The above list is not meant to be exhaustive on all human rights issues but it is there to clearly set out some of the glaring violations of the state, which are often left out of discussions.
5. Mere Façade of a Functioning Legal System
It is in the light of the above discussion that words like ‘impunity’ and ‘prosecution’ and other basic legal terms that constitute the legal jargon of Sri Lanka should be viewed. If the two golden rules mentioned by Sri John Mortimer are absent, what would remain as a legal system is a mere facade. Addressing judges as ‘My Lords’ and ‘My Ladies’, quoting from previous judgments and putting on all kinds of dresses and mannerisms that give an impression of the existence of tradition cannot, as Sir Mortimer has pointed out, create a system of justice.
In a previous publication, The Phantom Limb: Failing judicial systems, torture and human rights work in Sri Lanka[10], the gradual collapse of the rule of law system and the prevalence of mental habits that survive such collapse and retain the belief in an imagined system while confusing it for a real functioning system was documented. Medical doctors have observed that a person who has undergone the amputation of a limb may still believe that the limb still exists. The patients, for example, would complain of pain in a hand that is no longer physically attached to them. The doctors had to devise methods of pretending treatment on the non-existent limb so as to mentally satisfy their patients. This is called the Phantom Limb Syndrome[11]. A similar approach is adopted by litigants, lawyers and even judges who make themselves believe that they are still working in a rule of law system when the system has, in fact, ceased to exist.

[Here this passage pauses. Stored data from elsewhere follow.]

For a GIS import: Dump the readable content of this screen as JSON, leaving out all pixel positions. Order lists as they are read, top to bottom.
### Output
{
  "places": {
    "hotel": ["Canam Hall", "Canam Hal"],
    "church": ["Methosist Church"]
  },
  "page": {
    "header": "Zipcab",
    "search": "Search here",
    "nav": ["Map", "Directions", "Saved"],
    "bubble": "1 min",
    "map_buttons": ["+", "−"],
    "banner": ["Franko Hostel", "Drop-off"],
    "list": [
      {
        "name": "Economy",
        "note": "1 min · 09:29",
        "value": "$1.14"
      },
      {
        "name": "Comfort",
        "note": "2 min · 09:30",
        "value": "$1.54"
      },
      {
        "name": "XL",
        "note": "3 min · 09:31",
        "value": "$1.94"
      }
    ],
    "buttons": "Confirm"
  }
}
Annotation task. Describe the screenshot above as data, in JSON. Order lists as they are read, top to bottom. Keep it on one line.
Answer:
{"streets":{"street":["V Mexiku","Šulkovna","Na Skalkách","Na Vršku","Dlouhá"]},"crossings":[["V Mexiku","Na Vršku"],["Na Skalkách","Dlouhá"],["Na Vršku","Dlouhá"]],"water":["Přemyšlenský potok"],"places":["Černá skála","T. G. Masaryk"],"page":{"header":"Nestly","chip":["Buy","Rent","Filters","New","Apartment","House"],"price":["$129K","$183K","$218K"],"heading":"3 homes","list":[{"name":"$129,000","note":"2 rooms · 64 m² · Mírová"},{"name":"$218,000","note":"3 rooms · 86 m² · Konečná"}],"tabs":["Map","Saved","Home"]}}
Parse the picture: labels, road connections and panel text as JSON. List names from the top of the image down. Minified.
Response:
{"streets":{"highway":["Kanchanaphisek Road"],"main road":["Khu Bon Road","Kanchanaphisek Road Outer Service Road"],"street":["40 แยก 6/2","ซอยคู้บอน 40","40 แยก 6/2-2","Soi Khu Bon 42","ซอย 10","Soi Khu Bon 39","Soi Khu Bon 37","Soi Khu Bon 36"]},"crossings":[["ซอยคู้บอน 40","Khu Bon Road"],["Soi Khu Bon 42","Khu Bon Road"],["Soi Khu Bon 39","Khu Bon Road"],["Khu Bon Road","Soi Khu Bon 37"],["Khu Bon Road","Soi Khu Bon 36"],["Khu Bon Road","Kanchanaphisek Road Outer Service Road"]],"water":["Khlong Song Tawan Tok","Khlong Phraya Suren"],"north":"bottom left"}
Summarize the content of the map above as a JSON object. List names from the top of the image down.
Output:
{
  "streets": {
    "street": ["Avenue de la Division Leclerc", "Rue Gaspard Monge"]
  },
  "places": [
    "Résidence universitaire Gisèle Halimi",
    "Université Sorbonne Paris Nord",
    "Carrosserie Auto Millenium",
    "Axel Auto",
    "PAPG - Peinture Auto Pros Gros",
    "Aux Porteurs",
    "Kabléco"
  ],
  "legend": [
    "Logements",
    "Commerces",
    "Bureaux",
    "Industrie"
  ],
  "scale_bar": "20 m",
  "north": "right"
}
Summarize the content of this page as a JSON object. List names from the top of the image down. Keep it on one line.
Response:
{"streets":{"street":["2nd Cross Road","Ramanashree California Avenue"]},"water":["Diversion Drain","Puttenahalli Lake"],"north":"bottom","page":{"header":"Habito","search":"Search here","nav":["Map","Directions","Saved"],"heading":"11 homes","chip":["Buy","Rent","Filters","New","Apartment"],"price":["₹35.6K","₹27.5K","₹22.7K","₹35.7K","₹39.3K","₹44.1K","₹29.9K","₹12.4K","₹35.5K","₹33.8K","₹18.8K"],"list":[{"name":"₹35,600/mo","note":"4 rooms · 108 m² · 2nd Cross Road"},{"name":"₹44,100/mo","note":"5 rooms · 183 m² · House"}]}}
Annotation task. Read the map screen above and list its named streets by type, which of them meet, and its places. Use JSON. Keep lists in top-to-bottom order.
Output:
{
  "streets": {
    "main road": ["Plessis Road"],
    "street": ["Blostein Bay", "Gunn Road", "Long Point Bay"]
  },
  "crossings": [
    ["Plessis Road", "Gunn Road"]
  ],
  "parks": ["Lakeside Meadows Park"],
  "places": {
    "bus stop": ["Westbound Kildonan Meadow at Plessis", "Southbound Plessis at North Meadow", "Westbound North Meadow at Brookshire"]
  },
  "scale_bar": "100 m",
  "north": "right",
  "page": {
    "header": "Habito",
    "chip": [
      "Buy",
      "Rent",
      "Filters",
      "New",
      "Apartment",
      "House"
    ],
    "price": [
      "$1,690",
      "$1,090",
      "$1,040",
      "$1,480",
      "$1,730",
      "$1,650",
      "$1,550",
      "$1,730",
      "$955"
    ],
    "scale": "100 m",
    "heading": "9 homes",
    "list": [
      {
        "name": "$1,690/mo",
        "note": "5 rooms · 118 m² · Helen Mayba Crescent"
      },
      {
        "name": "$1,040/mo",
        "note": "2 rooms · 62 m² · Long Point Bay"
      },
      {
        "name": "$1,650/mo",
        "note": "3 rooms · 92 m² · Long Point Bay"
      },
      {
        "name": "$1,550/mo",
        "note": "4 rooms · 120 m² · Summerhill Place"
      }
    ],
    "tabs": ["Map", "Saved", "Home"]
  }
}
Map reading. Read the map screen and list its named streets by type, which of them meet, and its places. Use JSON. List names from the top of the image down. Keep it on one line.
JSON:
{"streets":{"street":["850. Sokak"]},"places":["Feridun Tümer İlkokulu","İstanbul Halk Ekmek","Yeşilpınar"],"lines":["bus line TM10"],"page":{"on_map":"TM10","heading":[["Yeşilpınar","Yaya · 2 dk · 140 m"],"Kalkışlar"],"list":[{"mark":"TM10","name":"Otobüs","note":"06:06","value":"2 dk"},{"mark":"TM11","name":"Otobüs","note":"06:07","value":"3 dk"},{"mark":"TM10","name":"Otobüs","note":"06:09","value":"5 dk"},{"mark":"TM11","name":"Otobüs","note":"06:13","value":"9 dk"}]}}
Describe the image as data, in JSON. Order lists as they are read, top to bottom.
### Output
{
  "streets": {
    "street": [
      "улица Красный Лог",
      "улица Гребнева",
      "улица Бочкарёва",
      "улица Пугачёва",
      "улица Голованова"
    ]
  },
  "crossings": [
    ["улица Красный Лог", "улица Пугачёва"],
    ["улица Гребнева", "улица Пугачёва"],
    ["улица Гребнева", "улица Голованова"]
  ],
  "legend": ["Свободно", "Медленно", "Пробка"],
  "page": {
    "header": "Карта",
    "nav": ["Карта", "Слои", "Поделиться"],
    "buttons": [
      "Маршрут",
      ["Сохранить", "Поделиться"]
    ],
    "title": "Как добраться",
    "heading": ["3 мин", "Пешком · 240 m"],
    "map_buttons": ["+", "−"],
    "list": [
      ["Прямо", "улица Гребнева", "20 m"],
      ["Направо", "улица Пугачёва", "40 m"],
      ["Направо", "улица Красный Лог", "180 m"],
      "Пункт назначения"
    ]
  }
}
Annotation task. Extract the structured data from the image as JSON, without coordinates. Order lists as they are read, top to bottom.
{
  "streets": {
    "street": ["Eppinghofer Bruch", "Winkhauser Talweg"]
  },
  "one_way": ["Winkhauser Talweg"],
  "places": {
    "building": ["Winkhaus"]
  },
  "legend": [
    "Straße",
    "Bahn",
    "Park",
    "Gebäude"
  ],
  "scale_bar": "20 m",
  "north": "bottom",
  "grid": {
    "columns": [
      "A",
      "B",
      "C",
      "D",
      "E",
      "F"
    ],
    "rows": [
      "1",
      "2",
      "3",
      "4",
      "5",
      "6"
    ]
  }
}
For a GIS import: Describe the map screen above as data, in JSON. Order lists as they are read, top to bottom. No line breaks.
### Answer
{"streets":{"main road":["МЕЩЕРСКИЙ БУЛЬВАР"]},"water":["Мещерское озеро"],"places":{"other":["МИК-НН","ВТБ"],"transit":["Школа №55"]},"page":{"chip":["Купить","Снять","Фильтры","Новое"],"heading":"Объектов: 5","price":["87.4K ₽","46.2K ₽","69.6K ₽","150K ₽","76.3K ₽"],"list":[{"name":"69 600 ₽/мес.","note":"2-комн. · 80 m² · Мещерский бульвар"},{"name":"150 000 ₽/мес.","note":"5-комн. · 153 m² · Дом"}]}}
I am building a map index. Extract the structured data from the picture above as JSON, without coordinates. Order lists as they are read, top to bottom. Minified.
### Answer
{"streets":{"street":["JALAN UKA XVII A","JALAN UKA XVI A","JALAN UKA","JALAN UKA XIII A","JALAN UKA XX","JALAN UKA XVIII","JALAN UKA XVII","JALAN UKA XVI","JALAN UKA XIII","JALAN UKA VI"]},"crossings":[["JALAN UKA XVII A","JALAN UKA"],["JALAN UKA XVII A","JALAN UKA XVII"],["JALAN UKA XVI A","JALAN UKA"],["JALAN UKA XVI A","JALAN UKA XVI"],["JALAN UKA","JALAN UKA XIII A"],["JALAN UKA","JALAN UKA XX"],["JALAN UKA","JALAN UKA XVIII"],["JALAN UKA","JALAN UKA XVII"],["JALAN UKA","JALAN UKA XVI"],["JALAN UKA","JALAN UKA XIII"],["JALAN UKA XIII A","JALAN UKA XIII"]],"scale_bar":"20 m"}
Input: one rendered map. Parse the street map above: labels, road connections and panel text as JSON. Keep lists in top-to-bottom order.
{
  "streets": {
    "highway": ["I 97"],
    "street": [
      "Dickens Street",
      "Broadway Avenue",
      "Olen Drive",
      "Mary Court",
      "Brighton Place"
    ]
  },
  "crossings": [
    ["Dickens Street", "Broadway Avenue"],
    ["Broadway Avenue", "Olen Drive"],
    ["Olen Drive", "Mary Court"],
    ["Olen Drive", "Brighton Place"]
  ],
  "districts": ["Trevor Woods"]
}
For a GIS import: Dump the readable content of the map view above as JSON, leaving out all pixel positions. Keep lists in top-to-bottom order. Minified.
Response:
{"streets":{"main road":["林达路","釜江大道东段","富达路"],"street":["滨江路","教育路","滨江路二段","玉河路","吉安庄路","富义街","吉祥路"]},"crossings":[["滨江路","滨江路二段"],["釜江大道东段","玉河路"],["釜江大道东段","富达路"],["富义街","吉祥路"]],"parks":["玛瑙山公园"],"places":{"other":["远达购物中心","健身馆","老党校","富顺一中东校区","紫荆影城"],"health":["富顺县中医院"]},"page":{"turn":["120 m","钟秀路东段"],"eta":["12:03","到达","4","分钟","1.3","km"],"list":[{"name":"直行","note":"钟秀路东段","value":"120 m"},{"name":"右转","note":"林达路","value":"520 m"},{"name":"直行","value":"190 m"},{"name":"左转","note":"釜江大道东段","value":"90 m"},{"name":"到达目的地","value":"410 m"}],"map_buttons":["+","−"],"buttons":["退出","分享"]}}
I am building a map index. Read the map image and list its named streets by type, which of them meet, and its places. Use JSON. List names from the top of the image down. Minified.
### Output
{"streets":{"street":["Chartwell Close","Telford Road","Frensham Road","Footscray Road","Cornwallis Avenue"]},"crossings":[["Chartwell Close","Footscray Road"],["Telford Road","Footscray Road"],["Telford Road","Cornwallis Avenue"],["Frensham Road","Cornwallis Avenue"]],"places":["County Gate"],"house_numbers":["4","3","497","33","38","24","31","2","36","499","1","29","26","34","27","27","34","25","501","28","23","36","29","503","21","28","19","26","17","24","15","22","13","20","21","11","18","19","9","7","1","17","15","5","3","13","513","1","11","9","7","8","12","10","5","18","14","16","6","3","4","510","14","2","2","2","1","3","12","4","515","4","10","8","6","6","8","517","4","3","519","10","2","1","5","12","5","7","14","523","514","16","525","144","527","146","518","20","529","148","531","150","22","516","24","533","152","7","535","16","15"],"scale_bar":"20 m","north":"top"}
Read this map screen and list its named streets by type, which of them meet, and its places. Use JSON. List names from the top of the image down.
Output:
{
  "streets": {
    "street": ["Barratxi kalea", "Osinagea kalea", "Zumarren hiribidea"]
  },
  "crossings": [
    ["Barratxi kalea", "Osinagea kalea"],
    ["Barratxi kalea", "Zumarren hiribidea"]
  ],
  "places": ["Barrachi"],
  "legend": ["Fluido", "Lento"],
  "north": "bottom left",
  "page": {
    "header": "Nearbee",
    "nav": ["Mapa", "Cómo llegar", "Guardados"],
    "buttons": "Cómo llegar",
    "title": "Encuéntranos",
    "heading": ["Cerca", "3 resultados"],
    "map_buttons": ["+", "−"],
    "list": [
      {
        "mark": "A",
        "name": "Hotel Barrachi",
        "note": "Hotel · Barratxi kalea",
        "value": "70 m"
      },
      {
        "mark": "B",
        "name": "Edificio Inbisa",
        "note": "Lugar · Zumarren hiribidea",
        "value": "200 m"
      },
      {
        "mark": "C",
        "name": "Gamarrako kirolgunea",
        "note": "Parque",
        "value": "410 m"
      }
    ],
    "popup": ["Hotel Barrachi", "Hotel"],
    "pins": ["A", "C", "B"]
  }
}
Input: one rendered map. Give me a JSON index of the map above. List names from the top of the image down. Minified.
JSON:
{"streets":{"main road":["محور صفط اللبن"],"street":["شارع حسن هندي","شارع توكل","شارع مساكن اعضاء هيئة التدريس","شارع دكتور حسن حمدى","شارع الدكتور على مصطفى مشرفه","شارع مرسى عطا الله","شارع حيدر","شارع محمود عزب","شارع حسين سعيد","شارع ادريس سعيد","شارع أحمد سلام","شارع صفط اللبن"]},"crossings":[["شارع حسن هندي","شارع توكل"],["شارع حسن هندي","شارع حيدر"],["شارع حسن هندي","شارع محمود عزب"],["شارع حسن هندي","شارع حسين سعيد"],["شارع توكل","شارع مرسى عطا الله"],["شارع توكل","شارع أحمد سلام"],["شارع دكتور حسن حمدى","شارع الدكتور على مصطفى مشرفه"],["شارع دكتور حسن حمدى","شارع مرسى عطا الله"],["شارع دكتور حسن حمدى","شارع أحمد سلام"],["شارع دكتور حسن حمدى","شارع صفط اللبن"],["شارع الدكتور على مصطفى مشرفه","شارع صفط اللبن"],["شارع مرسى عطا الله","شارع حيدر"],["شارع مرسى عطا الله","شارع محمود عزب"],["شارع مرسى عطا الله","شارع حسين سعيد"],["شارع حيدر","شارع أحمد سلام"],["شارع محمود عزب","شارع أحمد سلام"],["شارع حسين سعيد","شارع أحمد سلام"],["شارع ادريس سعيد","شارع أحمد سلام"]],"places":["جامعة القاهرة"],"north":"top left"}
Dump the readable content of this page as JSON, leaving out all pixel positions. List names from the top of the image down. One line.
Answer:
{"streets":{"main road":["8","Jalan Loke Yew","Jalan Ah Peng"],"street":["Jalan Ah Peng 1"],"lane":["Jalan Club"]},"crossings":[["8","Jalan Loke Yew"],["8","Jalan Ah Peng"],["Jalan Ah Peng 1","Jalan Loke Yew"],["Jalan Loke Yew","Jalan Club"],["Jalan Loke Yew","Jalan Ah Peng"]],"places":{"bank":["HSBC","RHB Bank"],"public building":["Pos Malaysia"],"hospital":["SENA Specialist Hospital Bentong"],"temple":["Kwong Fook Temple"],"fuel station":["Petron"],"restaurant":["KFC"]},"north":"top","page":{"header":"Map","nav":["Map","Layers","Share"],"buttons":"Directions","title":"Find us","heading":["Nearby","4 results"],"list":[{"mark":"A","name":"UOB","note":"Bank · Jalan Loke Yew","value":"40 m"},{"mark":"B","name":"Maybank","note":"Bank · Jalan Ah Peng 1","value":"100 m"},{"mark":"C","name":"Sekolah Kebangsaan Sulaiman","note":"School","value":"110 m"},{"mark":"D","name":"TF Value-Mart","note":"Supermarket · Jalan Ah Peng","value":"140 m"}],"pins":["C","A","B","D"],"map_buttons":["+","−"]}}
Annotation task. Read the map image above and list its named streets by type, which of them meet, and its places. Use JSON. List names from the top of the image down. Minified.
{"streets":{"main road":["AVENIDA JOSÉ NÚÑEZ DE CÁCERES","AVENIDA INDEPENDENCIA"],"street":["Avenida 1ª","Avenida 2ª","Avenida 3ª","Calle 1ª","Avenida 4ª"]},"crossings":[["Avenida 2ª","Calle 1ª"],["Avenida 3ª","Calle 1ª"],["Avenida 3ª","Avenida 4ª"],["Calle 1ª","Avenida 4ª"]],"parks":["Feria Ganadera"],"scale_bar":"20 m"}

The recent intensification of the breakdown of the rule of law is exemplified in the continuing violations of rights of expression and religion of Sri Lanka;s minorities, the political terrorizing of entire villages in the South, the gang-rapes of small children by local level politicians. These incidents form a pattern which should be adequately reflected on from the point of view of the existence or non-existence of a legal system in Sri Lanka. It is essential to do such studies now in order to arrive at a sensible understanding of what has taken place in Sri Lanka.
A recent book entitled Narrative of Justice in Sri Lanka: told through stories of torture victims[12] reports on four hundred cases of police torture and contains graphic details on how torture takes place, what happens when complaints are made and what happens in the courts relating to these matters. The book provides valuable empirical evidence of what justice has begun to mean in Sri Lanka. Other reflections by lawyers have made valuable contributions to understanding what has become of practices within the courts today. [13]The detailed information made available in the book should be seriously studied by any person who is interested in finding an answer to the question as to what is the kind of legal system that currently exists in Sri Lanka.
6. Litigation without the Rule of Law
Litigation can still continue even after the collapse of a rule of law system and even when the possibility of justice no longer exists.
Such systems are found in countries where the existence of a military regime over a long period of time has displaced the previous legal system. Indonesia during the period of Suharto is an example of this. The façade of courts and litigation before such courts continued despite the fact that the courts were unable to give any judgment that was not approved by the military regime. One consequence of this situation was extreme forms of corruption that spread through such courts. Another example is Cambodia, where, due to the ‘revolution’ attempted by Pol Pot (1975-1979) the entire economic and social structure collapsed. All the intelligentsia, including former judges, lawyers and others who knew of the legal system, either perished or fled into refugee camps or to foreign countries. When the recovery process started, Vietnamese experts tried to fix various aspects of the society, including the court system. Persons without any formal education were appointed as ‘judges’ and presided over the ‘courts’. However, the actual purpose of the courts was to create legitimacy for the actions of the new regime. A similar situation also developed between the periods of 1962 to 1988 in Myanmar/Burma under the dictatorship of General U Ne Win. This system continues with little modification up to date.[14]
The most dramatic example of the transformation of a legal system was in Russia under the regime of Joseph Stalin. Stalin’s prosecutor, Andrey Januarevich Vyshinsky, designed the legal system to protect the state against the citizens. Instead of the liberal democratic idea that the role of the courts was to protect the individual against the arbitrary actions of the state, in this new Stalinist system – which came to be known as the Soviet system of jurisprudence – the duty of the courts was to safeguard the executive.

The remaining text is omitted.